> **EXERCISE REQUIREMENTS**:
Would you retype the entries from the first line to the line bearing "filter:drop-shadow(2px 0 #826b58)", both included, leaving out every picture?

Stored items
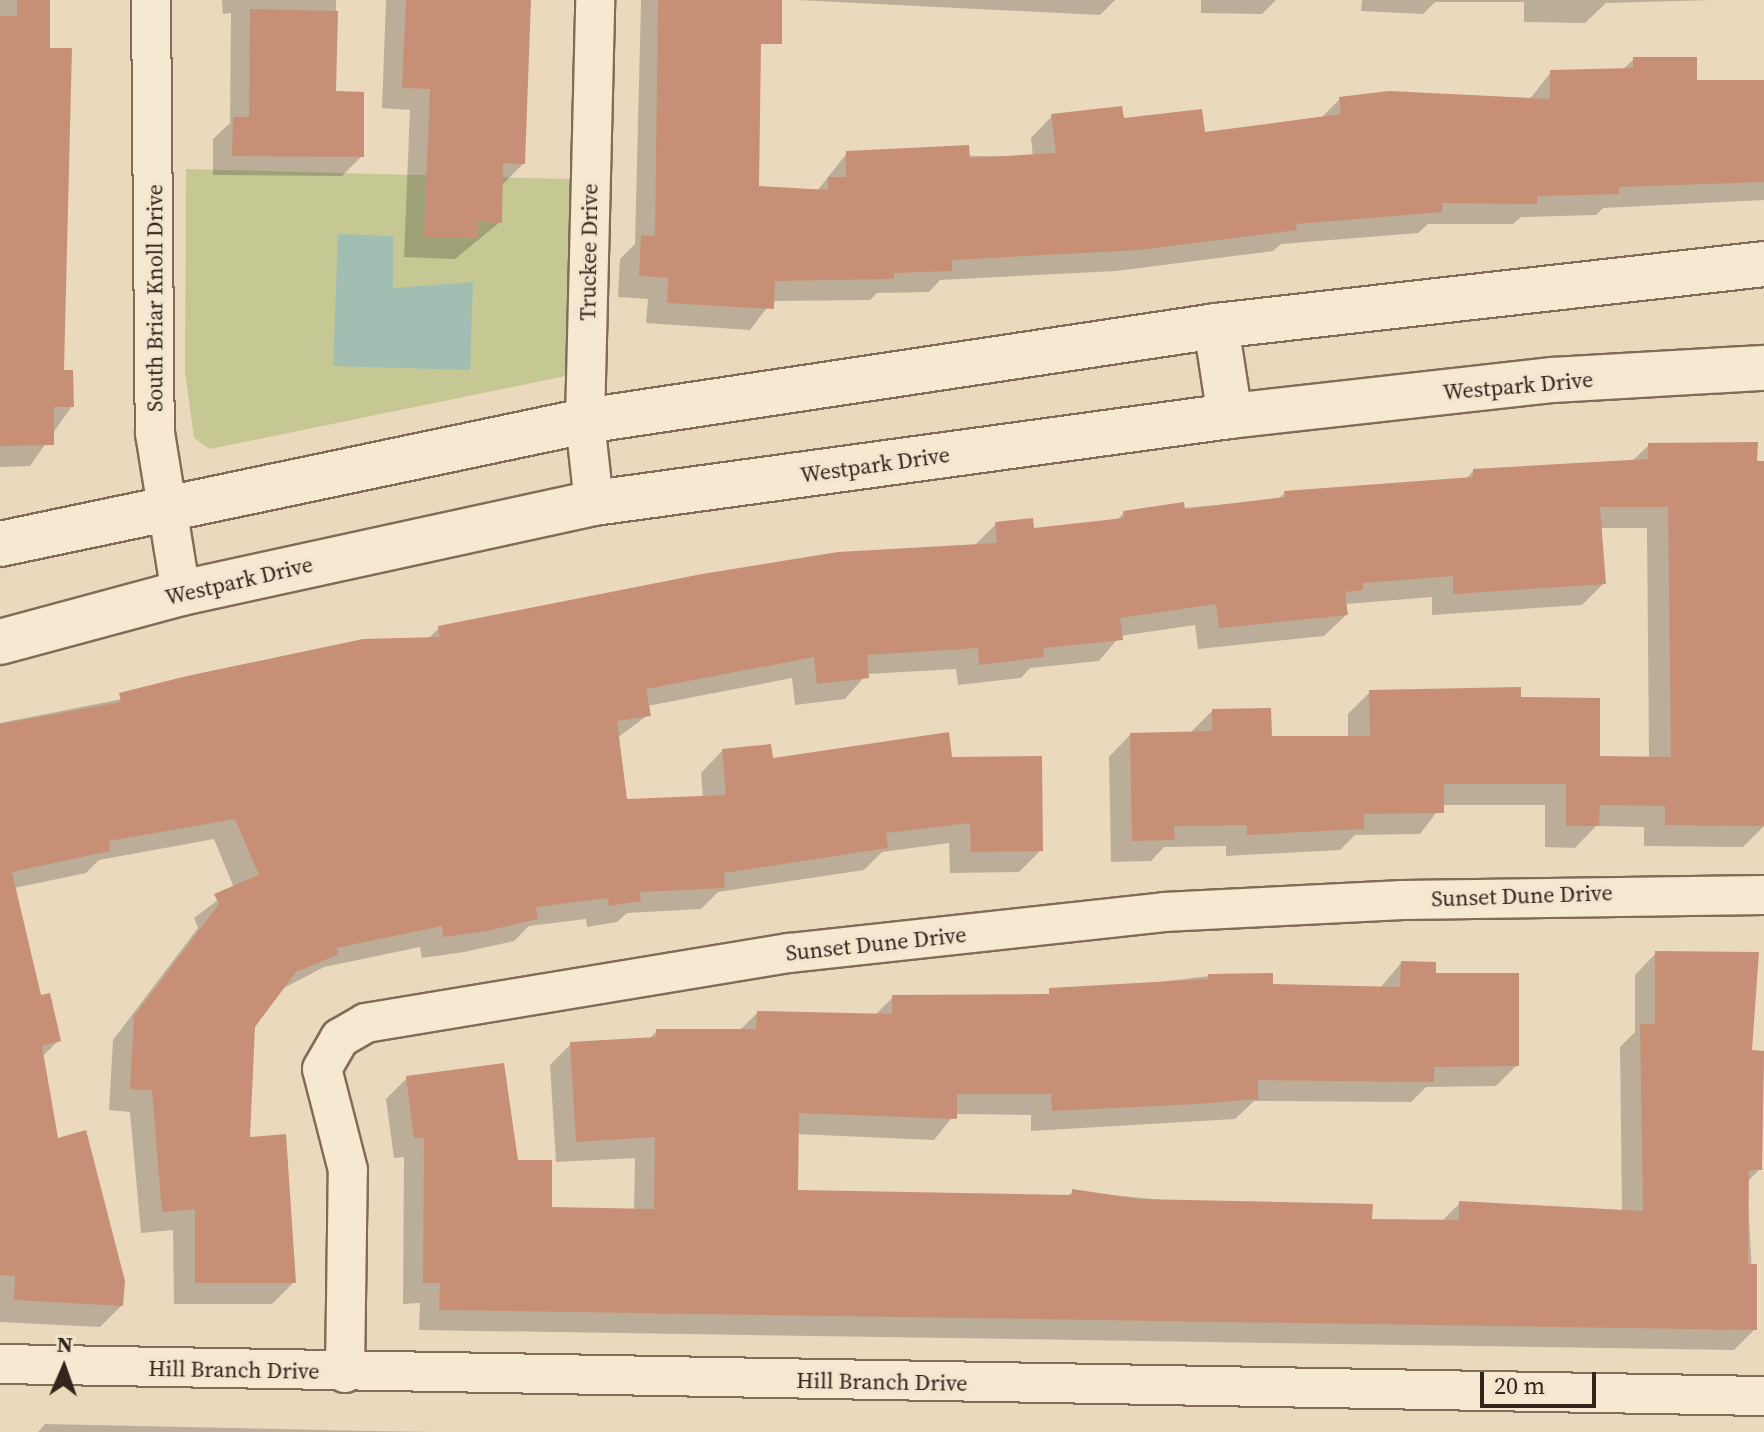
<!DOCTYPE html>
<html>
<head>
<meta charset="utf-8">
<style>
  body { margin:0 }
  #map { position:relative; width:1764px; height:1432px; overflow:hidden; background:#ebd9be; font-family:"Source Serif 4",serif }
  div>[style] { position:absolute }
  .green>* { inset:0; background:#c6c893 }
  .water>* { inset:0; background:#a2bdb2 }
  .shadow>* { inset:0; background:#0003 }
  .building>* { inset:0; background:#c79076 }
  .roads { filter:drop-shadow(2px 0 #826b58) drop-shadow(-2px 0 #826b58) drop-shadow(0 2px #826b58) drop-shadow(0 -2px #826b58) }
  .street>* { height:38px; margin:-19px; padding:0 19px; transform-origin:19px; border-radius:19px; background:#f6e8d1 }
  .secondary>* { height:44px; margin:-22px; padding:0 22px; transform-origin:22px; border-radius:22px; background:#f6e8d1 }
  span { translate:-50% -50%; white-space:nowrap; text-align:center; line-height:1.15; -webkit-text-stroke:6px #f3e5cd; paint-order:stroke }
  .street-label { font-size:22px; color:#32251c }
  .north { position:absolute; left:24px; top:1328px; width:80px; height:80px; -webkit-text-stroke:6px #f3e5cd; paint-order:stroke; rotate:2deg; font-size:22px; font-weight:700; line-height:32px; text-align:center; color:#32251c }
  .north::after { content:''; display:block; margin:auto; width:28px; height:36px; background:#32251c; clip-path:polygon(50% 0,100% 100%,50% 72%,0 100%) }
  .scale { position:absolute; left:1480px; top:1372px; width:116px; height:36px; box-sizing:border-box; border:4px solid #32251c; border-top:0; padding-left:10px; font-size:24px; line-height:28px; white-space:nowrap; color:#32251c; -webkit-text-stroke:6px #f3e5cd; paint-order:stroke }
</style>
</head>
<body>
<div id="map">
  <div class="green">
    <div style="clip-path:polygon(186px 169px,570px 179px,566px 376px,210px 449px,194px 438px,185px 371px)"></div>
  </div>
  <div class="water">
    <div style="clip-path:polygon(338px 234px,393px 236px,393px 288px,473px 282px,470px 370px,333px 366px)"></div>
  </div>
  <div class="shadow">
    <div style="clip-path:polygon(0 0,48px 0,48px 50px,70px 50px,62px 372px,72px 406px,30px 466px,0 467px)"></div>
    <div style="clip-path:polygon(222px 0,336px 0,334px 93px,362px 156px,342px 176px,213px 175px,213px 139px,230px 123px,231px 13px,223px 14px)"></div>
    <div style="clip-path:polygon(386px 0,528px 0,523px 164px,502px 185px,500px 222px,455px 259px,404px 257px,410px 110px,382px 108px)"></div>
    <div style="clip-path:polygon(641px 0,760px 0,757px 187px,817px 191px,847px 153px,1033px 157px,1031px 138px,1052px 116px,1203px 135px,1321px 118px,1340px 99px,1529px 100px,1551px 72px,1622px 70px,1634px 59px,1695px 82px,1764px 82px,1764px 200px,1603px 208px,1596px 215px,1521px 217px,1513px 224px,1428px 224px,1418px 233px,1281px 244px,1273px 251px,1116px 271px,940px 280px,929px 292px,877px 293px,870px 300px,772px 301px,750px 330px,646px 323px,648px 299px,618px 297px,620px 259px,635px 244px)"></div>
    <div style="clip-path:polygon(797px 0,1115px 0,1100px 15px)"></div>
    <div style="clip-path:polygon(1201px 0,1276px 0,1262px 14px,1201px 13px)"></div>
    <div style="clip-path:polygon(1362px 0,1712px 0,1606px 3px,1585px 23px,1524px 22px,1524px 2px,1435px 2px,1423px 14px,1361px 11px)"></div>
    <div style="clip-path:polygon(1649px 445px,1764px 463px,1764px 826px,1743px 847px,1644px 846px,1644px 827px,1596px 826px,1575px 848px,1545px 847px,1545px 805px,1442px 805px,1420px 834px,1355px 835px,1340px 850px,1226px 856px,1226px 846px,1164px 847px,1151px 861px,1111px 862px,1109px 757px,1130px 735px,1190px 733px,1212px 711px,1270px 738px,1348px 738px,1348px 714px,1370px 692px,1519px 699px,1598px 758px,1649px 758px,1647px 528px,1600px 528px,1604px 583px,1582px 605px,1432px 615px,1432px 597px,1346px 604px,1346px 615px,1324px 636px,1198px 649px,1195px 625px,1120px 636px,1099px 661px,1030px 668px,1021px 678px,958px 685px,956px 669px,867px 674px,845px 699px,795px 705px,792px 678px,647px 706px,648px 715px,617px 738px,626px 801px,703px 798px,701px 773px,722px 751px,771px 760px,950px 759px,1041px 850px,1019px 872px,950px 873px,949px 843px,882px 852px,864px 870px,718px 892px,701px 909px,627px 913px,617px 922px,587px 927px,586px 919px,529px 926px,514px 941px,464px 952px,422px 958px,420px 947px,324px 967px,280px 990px,254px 1026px,248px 1139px,294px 1282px,272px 1304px,174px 1304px,173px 1230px,141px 1233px,130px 1112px,109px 1110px,113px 1040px,198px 928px,194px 918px,234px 888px,214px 839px,99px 860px,86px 873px,14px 888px,40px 998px,59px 1040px,42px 1057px,56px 1140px,122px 1305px,100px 1327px,0 1322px,0 723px,428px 639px,439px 628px,974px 546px,996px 524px,1032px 530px,1116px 521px,1124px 513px,1277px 500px,1285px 493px,1465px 480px,1473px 471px,1631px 462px)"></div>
    <div style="clip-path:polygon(1656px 953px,1750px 1052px,1764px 1053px,1760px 1169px,1747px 1182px,1755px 1329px,1734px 1350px,419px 1330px,420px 1303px,403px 1304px,404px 1157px,394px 1158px,386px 1099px,407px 1078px,516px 1163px,550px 1209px,634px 1210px,635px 1158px,556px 1162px,550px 1065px,571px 1044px,649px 1039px,657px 1031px,739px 1031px,757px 1013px,874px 1016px,893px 997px,1043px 996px,1209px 976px,1271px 986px,1380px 988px,1401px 963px,1434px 975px,1517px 1065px,1496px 1086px,1426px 1087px,1411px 1102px,1254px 1101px,1235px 1119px,1031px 1131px,1031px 1115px,955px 1114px,934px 1140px,796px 1134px,796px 1192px,1067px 1197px,1073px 1191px,1370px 1221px,1441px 1222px,1460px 1203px,1622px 1212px,1620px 1047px,1635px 1032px,1635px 975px)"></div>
    <div style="clip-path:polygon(45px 1424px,371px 1431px,433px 1432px,38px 1432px)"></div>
  </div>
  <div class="building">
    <div style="clip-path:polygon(17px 0,50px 0,50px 48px,72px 48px,64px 370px,73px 370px,74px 407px,54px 407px,54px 445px,0 446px,0 16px,17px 16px)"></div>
    <div style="clip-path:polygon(406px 0,531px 0,525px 164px,503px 163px,502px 223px,478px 222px,478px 238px,424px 237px,430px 89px,402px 88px)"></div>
    <div style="clip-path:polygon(658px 0,782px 0,782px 44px,761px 44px,759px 186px,828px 190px,828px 177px,846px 177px,846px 151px,969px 145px,970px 158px,1056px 153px,1051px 114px,1122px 106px,1124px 118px,1202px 109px,1205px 132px,1341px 114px,1339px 97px,1389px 91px,1550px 99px,1550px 70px,1633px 68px,1633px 57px,1697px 57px,1697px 80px,1764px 80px,1764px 182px,1619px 187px,1619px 194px,1537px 196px,1537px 204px,1442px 203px,1442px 212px,1296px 224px,1297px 230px,1139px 250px,952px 260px,952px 271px,894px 273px,894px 279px,775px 281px,774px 309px,667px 303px,668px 278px,639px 276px,641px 235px,655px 236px)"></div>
    <div style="clip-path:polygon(250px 9px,338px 11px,336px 91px,364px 92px,364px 157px,232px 156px,233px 117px,249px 117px)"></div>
    <div style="clip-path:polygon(1758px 442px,1757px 461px,1764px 461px,1764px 826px,1665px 825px,1665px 806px,1600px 805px,1599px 826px,1566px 826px,1566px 784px,1444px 784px,1444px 813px,1364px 814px,1364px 829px,1247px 835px,1247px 825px,1174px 826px,1175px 840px,1132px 841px,1130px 733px,1212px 731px,1212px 709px,1271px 708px,1272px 736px,1370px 736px,1369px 690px,1521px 687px,1521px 697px,1600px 698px,1600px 756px,1671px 757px,1668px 507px,1600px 507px,1606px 584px,1453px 594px,1453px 576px,1363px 583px,1363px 590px,1345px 592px,1348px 615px,1219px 628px,1216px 604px,1120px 618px,1123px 640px,1043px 648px,1044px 657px,979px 665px,978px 648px,867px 655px,869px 678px,817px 684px,814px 657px,646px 689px,651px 716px,617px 721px,627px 799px,726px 795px,722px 749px,771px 744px,773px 758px,949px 732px,952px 757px,1042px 756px,1043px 851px,971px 852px,970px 823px,886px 833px,888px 848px,724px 873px,725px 888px,640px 892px,641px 901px,609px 906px,608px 898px,536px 907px,538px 919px,487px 931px,443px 937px,442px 926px,336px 948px,339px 954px,296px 972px,255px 1027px,250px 1137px,286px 1134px,296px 1283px,195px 1283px,195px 1209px,162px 1212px,152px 1090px,130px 1089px,134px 1016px,219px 904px,214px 894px,259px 875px,235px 819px,109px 841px,110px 851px,12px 872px,41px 995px,50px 993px,61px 1041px,42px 1046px,58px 1138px,86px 1130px,125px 1281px,123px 1306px,14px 1300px,15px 1276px,0 1275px,0 724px,121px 702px,119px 693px,187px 676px,363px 639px,440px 637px,438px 626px,702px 574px,838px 552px,997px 543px,995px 522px,1033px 518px,1034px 528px,1124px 518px,1123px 511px,1184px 502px,1185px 509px,1285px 497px,1284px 491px,1473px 477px,1473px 469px,1648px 459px,1648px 443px)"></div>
    <div style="clip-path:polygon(1655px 951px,1759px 952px,1752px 1050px,1764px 1051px,1762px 1170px,1749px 1170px,1748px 1264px,1757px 1264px,1757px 1330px,439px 1310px,440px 1283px,423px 1283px,424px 1137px,414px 1138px,406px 1076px,504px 1063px,518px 1160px,552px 1160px,552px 1207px,654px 1209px,655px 1137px,576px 1142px,570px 1042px,656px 1037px,656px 1029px,756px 1029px,757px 1011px,892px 1014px,892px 995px,1049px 994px,1049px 988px,1208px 979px,1208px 974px,1273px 973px,1273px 984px,1400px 987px,1401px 961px,1436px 962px,1436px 973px,1519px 973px,1519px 1066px,1434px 1067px,1434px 1082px,1258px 1080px,1258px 1099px,1197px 1104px,1052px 1111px,1051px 1094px,957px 1094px,957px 1119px,799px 1113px,798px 1190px,1072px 1195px,1072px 1189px,1138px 1199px,1373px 1204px,1372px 1219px,1459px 1220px,1459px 1201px,1643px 1211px,1640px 1024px,1655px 1024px)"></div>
  </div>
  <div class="roads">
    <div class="street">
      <div style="left:151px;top:0;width:433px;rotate:89.5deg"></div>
      <div style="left:155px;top:433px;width:162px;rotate:80.8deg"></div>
      <div style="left:594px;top:503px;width:82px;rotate:-96.3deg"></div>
      <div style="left:585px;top:421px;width:421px;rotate:-88.6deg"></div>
      <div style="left:0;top:1364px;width:1764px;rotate:1.04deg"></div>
      <div style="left:345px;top:1373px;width:203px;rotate:-89.2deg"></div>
      <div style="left:348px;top:1170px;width:104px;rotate:-104.4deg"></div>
      <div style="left:322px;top:1069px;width:36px;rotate:-60deg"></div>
      <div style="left:340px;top:1038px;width:30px;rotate:-30deg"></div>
      <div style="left:366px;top:1023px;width:429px;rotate:-9.4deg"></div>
      <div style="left:789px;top:953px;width:377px;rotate:-6.2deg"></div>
      <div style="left:1164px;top:912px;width:239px;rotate:-2.9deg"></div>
      <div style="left:1403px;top:900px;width:361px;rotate:-0.8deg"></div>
    </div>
    <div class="secondary">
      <div style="left:1216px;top:326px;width:91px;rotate:81.2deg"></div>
      <div style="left:0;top:544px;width:598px;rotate:-11.87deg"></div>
      <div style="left:585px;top:421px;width:638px;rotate:-8.56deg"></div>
      <div style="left:1216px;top:326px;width:551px;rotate:-6.45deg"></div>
      <div style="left:0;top:642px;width:188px;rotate:-15.1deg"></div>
      <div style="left:181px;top:593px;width:423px;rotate:-12.3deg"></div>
      <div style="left:594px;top:503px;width:642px;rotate:-7.79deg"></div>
      <div style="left:1230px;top:416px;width:325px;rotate:-6.4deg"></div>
      <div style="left:1553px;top:380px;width:211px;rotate:-3.3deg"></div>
    </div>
  </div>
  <div class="street-label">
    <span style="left:589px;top:252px;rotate:-89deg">Truckee Drive</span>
    <span style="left:155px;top:298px;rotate:-90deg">South Briar Knoll Drive</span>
    <span style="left:1518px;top:386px;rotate:-5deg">Westpark Drive</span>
    <span style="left:875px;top:465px;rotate:-8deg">Westpark Drive</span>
    <span style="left:239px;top:581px;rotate:-13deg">Westpark Drive</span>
    <span style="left:1522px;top:896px;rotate:-2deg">Sunset Dune Drive</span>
    <span style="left:876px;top:944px;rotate:-6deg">Sunset Dune Drive</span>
    <span style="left:234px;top:1370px;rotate:1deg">Hill Branch Drive</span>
    <span style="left:882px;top:1382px;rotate:1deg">Hill Branch Drive</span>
  </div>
  <div class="north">N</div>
  <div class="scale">20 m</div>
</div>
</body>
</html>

> **REPLY TO THE EXERCISE**:
<!DOCTYPE html>
<html>
<head>
<meta charset="utf-8">
<style>
  body { margin:0 }
  #map { position:relative; width:1764px; height:1432px; overflow:hidden; background:#ebd9be; font-family:"Source Serif 4",serif }
  div>[style] { position:absolute }
  .green>* { inset:0; background:#c6c893 }
  .water>* { inset:0; background:#a2bdb2 }
  .shadow>* { inset:0; background:#0003 }
  .building>* { inset:0; background:#c79076 }
  .roads { filter:drop-shadow(2px 0 #826b58) drop-shadow(-2px 0 #826b58) drop-shadow(0 2px #826b58) drop-shadow(0 -2px #826b58) }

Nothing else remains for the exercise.